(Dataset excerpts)
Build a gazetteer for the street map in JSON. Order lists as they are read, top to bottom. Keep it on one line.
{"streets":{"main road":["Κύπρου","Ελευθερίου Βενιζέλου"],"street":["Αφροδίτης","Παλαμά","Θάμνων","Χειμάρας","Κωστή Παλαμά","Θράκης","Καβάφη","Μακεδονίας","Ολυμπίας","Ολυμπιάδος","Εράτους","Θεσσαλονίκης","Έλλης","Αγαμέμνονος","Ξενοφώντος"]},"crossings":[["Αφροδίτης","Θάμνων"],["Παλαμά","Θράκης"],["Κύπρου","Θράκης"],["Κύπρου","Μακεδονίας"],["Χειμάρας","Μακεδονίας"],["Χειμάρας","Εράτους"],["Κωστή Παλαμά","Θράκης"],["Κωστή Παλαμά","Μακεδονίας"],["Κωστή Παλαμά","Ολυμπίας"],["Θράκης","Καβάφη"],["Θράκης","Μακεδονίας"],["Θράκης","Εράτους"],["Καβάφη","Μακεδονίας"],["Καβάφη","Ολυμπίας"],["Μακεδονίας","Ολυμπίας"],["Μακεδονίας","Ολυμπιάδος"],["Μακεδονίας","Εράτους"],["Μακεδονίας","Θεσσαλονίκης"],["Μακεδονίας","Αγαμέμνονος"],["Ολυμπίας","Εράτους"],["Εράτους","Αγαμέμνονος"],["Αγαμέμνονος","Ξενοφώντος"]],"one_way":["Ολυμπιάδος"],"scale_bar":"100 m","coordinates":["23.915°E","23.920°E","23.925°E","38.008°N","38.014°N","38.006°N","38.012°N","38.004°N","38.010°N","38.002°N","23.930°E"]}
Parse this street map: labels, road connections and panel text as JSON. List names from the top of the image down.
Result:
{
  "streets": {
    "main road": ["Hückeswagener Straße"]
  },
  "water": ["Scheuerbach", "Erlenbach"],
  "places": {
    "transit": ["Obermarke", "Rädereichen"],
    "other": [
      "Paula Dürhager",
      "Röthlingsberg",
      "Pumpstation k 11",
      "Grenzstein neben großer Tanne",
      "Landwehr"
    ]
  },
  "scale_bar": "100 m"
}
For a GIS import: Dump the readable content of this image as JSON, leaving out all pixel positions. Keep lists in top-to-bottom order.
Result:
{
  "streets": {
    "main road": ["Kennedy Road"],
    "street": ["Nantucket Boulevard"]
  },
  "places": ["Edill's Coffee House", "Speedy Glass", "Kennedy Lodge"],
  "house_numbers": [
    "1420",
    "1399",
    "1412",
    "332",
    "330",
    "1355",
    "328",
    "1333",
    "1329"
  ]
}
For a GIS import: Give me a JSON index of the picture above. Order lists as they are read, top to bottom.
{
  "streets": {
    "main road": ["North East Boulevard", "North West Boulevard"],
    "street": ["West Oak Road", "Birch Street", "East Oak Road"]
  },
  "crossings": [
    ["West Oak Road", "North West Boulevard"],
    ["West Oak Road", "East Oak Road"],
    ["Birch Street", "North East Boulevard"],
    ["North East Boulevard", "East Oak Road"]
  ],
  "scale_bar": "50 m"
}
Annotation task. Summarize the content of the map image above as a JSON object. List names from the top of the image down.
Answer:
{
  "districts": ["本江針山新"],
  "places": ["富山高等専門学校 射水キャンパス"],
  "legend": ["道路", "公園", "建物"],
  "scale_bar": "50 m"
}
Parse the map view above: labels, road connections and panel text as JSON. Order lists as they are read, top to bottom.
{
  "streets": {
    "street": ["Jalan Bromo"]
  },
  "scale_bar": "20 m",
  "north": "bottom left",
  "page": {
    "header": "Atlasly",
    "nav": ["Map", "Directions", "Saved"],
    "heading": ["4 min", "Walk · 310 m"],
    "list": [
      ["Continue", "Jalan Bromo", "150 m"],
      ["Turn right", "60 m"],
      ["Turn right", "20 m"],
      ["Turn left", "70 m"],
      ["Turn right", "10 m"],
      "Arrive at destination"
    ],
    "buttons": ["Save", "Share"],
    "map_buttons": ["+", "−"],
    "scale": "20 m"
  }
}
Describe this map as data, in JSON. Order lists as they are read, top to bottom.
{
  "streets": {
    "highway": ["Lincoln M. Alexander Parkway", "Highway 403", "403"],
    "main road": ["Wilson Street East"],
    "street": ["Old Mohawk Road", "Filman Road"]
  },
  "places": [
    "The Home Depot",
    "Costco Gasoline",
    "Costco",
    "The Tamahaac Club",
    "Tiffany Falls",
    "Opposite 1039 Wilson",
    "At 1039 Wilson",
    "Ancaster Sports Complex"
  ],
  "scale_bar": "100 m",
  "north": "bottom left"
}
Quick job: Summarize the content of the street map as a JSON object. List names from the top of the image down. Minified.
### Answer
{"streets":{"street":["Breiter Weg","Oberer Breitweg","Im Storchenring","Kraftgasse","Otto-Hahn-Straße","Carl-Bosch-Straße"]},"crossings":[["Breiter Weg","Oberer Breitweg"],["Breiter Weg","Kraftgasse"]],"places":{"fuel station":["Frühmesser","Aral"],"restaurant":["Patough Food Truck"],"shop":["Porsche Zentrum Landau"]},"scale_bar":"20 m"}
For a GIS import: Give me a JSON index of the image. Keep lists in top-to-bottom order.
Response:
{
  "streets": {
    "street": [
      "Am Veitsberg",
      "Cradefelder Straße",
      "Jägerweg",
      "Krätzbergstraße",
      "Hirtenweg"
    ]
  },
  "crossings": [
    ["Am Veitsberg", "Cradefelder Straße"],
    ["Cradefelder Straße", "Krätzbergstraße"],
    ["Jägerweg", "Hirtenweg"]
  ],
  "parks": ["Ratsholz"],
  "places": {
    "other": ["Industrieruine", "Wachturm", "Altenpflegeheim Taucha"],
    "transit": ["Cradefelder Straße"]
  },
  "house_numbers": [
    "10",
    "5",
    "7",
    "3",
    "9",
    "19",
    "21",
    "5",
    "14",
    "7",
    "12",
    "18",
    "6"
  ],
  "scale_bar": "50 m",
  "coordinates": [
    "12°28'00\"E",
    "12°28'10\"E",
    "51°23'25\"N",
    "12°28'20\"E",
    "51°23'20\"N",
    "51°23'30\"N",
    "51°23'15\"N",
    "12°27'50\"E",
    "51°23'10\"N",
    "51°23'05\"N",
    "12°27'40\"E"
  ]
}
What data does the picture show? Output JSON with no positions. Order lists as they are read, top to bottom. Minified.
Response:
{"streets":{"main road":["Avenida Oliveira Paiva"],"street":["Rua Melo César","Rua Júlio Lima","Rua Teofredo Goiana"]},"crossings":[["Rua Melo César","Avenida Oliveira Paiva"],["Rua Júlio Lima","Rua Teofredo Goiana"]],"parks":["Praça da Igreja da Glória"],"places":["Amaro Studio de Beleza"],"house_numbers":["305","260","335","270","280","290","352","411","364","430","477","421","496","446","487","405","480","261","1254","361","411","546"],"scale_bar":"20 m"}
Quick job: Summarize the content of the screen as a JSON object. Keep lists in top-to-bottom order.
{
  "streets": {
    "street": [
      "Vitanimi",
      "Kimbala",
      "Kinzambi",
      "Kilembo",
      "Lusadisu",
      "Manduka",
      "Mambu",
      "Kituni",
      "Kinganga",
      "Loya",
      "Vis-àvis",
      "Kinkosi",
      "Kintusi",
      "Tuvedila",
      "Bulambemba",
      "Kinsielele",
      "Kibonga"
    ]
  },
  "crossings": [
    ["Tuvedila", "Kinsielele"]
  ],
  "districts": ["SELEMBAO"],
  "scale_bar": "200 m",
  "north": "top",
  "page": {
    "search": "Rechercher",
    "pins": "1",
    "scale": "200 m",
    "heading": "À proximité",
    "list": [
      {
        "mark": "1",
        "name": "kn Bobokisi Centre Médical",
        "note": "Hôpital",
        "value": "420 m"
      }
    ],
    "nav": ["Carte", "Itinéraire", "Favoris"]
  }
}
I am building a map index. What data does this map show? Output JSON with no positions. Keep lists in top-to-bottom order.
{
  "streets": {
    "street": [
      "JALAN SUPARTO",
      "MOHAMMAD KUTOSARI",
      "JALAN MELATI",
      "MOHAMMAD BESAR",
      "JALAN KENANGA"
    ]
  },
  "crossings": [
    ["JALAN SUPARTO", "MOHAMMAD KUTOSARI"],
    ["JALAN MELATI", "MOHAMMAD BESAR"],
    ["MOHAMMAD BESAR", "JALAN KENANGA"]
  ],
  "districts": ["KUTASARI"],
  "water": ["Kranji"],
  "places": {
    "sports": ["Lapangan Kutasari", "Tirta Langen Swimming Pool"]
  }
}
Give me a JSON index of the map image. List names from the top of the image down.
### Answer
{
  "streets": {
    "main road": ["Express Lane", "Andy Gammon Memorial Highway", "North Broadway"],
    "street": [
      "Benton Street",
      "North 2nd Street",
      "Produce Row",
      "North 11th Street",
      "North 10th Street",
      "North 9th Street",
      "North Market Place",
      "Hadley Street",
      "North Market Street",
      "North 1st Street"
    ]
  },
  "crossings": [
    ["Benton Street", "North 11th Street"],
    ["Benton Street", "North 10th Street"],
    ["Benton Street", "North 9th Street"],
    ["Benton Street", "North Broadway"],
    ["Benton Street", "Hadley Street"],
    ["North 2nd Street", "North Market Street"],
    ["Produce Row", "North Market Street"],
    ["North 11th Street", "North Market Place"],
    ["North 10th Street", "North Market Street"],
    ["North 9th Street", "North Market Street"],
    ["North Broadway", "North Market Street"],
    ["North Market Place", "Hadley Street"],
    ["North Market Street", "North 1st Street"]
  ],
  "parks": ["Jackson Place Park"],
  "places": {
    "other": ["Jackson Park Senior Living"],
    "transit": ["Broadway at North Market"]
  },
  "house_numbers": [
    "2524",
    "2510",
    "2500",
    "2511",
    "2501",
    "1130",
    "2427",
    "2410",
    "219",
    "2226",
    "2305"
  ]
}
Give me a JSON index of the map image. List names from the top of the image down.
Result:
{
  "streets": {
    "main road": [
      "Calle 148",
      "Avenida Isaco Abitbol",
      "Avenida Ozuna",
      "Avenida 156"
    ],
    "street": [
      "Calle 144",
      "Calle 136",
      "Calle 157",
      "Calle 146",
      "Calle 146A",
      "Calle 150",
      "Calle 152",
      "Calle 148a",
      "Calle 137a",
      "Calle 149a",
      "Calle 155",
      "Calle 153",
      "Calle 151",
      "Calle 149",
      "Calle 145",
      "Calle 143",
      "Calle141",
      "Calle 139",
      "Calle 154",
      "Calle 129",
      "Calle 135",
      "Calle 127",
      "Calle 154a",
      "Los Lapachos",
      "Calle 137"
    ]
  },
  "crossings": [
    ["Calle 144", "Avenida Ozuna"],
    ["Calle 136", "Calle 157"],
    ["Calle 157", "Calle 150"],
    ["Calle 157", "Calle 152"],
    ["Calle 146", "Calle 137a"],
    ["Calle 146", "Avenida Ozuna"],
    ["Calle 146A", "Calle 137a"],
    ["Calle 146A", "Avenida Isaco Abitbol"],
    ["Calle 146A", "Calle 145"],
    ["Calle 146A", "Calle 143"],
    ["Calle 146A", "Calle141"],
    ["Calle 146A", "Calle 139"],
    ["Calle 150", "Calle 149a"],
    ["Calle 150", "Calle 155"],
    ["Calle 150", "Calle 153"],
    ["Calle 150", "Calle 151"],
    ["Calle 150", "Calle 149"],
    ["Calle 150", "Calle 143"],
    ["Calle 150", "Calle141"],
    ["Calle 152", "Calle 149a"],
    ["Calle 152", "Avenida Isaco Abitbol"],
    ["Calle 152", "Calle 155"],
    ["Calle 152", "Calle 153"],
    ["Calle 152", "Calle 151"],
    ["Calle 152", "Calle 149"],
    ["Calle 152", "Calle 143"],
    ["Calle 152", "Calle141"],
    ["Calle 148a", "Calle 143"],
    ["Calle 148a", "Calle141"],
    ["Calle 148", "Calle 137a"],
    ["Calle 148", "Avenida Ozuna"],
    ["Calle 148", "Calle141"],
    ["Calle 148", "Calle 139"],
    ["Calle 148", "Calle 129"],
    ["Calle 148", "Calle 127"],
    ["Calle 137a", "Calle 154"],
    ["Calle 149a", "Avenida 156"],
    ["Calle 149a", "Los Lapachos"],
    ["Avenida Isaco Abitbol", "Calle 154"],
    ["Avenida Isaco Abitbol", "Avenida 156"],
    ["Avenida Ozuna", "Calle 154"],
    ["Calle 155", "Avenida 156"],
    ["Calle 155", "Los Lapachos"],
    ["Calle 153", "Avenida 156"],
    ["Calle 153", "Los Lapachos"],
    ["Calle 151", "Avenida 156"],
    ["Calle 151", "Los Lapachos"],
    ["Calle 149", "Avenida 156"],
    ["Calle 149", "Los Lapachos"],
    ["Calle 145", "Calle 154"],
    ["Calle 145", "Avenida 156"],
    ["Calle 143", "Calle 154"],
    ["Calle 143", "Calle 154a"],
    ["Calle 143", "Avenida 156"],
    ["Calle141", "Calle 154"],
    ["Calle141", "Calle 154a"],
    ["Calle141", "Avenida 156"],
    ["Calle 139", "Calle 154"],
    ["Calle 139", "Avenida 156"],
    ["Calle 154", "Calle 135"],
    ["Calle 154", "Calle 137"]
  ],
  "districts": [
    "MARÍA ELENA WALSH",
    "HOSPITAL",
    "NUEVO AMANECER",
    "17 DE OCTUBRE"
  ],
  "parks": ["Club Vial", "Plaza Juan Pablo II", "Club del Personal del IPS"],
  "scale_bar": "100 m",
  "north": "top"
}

TASK:
All lines above holding the word "Produce" make up the answer; copy each one.

RESULT:
      "Produce Row",
    ["Produce Row", "North Market Street"],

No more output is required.